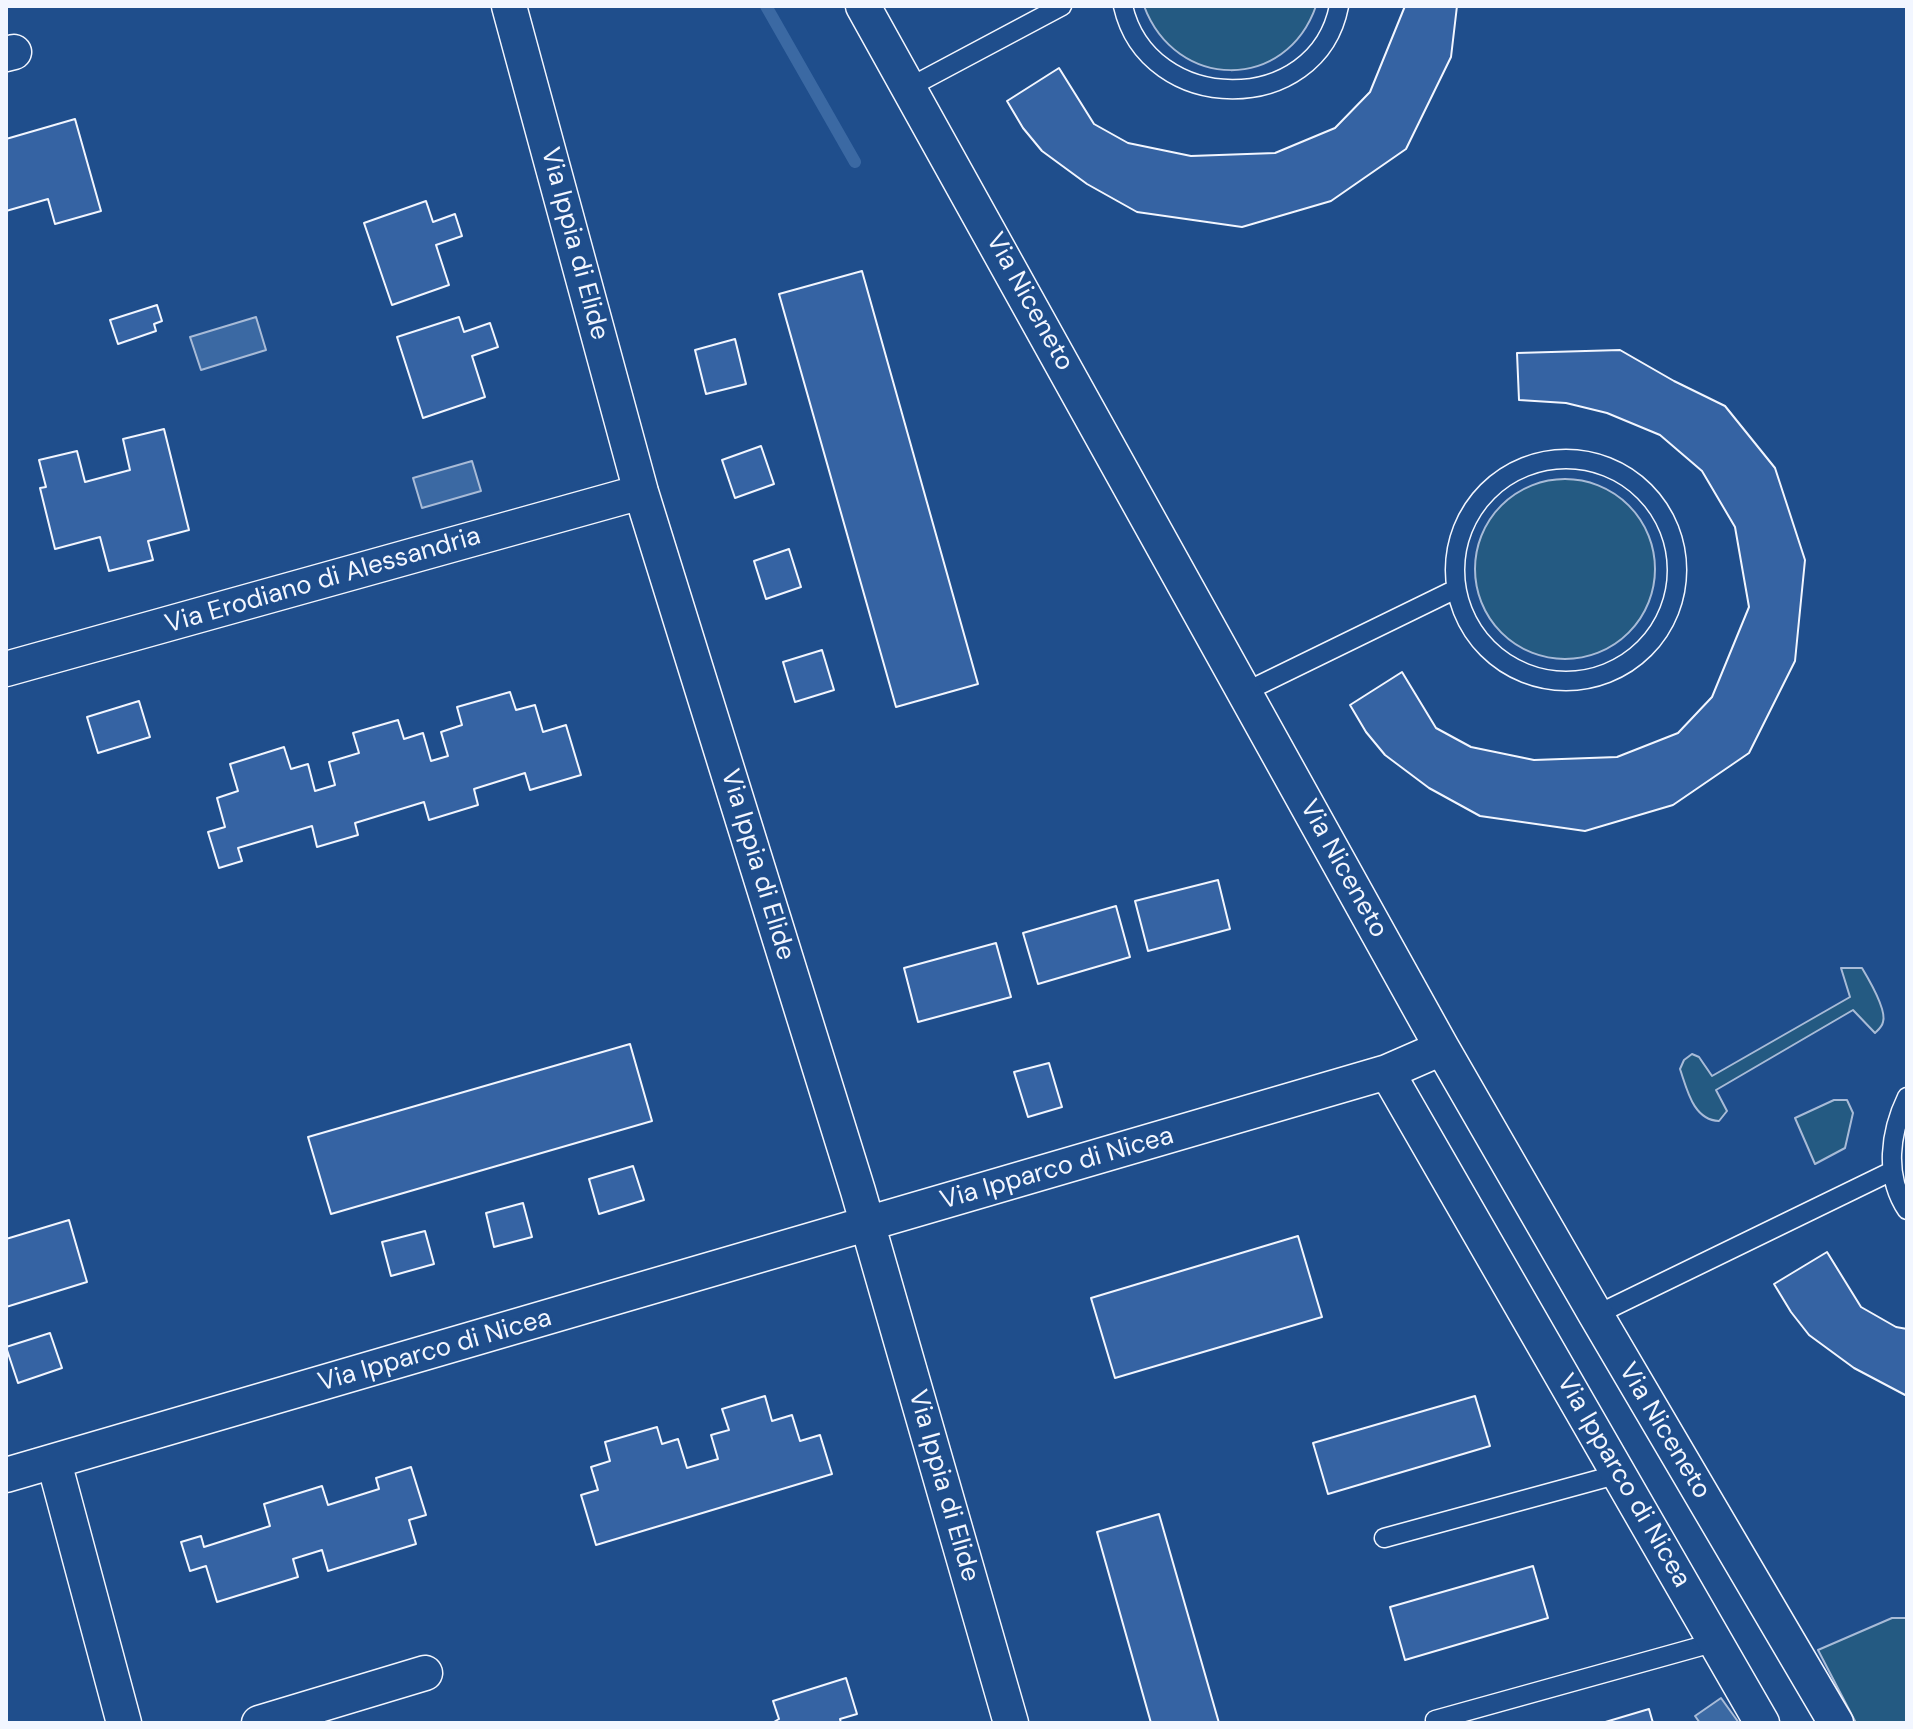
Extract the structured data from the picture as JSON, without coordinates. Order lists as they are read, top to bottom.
{
  "streets": {
    "street": [
      "Via Ippia di Elide",
      "Via Niceneto",
      "Via Erodiano di Alessandria",
      "Via Ipparco di Nicea"
    ]
  },
  "crossings": [
    ["Via Ippia di Elide", "Via Erodiano di Alessandria"],
    ["Via Ippia di Elide", "Via Ipparco di Nicea"]
  ]
}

● ● ● ● ●

• What you should do
The answer is every line of the data, exactly as written, with the pictures dropped.

• Answer section
Extract the structured data from the picture as JSON, without coordinates. Order lists as they are read, top to bottom.
{
  "streets": {
    "street": [
      "Via Ippia di Elide",
      "Via Niceneto",
      "Via Erodiano di Alessandria",
      "Via Ipparco di Nicea"
    ]
  },
  "crossings": [
    ["Via Ippia di Elide", "Via Erodiano di Alessandria"],
    ["Via Ippia di Elide", "Via Ipparco di Nicea"]
  ]
}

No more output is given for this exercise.